Collected data:
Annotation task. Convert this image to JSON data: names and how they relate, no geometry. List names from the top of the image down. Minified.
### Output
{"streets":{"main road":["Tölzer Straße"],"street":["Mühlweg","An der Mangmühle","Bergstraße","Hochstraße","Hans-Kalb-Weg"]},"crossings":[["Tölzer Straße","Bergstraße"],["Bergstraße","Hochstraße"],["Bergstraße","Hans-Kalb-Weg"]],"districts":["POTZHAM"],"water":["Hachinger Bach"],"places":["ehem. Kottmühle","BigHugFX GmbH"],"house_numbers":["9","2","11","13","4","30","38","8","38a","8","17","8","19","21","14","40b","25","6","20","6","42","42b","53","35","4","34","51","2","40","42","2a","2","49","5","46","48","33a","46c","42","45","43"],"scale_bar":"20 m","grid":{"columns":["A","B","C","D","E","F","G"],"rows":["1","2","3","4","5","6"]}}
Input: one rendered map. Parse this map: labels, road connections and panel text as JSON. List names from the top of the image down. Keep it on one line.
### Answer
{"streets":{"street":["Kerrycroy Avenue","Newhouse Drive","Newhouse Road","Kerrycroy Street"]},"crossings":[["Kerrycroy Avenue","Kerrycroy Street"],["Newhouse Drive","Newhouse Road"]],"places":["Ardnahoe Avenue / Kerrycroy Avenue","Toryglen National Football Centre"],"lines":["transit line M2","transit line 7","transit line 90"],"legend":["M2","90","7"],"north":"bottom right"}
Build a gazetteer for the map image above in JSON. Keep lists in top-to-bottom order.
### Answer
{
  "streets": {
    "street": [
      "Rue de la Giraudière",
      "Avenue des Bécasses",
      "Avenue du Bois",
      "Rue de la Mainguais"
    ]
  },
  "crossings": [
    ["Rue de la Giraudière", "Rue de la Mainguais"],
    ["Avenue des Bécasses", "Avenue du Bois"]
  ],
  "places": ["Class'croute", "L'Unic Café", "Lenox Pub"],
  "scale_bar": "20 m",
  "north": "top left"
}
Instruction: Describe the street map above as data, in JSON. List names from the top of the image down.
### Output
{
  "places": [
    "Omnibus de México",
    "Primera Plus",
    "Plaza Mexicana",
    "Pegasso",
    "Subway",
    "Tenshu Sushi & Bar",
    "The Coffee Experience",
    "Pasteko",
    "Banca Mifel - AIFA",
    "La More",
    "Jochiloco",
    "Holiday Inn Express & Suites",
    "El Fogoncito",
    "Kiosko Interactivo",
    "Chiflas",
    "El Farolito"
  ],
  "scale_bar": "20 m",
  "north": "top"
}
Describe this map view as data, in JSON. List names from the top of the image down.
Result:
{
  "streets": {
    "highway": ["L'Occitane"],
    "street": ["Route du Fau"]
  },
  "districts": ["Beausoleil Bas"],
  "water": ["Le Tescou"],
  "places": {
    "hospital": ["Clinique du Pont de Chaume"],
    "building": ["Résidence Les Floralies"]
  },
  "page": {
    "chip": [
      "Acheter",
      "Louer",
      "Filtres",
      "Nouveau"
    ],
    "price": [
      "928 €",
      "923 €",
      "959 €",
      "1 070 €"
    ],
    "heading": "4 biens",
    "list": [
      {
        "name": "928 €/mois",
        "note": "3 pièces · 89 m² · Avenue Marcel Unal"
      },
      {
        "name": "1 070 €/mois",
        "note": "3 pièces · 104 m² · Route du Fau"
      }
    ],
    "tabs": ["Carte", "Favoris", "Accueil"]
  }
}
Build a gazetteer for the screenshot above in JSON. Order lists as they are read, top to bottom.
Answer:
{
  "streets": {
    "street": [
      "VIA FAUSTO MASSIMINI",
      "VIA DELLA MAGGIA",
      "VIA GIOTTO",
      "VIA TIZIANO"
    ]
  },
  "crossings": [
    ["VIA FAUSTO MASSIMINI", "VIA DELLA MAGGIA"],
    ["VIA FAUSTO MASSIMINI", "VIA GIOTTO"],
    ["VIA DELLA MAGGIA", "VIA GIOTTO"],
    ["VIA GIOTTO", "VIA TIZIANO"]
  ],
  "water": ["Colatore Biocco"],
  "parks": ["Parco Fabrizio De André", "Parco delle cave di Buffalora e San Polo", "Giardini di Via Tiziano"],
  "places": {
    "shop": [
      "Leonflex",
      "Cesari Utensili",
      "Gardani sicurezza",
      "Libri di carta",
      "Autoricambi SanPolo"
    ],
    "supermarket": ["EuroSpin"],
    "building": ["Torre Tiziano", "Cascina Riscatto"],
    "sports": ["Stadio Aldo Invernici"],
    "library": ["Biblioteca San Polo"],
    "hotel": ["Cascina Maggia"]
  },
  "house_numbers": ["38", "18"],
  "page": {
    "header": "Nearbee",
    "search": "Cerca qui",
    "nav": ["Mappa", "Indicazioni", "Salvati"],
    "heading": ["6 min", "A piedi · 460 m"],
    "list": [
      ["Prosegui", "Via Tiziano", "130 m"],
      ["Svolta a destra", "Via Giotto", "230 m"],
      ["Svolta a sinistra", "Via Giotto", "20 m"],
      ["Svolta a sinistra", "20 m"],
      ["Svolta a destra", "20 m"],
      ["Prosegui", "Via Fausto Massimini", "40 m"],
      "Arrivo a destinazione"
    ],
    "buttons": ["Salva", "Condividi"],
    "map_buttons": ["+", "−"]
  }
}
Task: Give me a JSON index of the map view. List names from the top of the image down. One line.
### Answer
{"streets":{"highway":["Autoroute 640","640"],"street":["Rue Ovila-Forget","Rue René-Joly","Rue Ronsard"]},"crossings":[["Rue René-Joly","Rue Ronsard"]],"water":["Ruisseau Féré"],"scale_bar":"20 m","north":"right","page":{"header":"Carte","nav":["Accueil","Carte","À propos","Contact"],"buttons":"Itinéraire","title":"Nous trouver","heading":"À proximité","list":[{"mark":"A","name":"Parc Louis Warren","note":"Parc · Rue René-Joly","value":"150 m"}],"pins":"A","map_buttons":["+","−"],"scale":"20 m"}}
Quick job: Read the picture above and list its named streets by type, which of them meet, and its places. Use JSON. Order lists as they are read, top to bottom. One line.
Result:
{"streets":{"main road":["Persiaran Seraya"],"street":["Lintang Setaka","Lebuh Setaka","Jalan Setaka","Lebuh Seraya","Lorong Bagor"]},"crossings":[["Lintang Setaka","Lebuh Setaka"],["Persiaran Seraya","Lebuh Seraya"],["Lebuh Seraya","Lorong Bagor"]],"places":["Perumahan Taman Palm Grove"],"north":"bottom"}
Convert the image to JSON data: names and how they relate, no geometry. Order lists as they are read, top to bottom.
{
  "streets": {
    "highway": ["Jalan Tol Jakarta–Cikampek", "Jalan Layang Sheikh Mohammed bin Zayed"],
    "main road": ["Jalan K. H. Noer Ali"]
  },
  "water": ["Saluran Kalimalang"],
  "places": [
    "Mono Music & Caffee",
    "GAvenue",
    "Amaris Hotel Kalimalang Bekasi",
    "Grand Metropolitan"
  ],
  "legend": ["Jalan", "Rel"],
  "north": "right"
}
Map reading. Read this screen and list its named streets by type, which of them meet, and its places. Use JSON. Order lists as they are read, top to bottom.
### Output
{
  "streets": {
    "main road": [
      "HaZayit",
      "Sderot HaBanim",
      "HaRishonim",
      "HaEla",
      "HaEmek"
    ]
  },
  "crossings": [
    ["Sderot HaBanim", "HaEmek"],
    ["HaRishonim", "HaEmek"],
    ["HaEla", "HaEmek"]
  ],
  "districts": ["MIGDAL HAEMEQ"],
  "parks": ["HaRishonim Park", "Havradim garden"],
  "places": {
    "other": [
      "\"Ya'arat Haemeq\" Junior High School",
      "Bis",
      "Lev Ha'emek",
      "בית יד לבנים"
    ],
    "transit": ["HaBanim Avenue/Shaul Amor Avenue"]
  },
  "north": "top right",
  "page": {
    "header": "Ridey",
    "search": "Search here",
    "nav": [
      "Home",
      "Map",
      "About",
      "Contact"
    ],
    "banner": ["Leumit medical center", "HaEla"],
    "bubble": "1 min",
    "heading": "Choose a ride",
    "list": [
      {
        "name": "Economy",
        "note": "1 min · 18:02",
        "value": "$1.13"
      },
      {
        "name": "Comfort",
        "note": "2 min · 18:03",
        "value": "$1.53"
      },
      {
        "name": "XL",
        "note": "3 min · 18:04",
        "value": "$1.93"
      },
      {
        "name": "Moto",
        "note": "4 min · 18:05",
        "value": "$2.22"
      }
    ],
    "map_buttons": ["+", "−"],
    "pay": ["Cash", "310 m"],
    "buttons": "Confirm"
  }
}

**DIRECTIONS:** Throughout the records, the word "which" shows up on certain lines. Report how many lines, with only the number.

**COMPLETED EXERCISE:** 2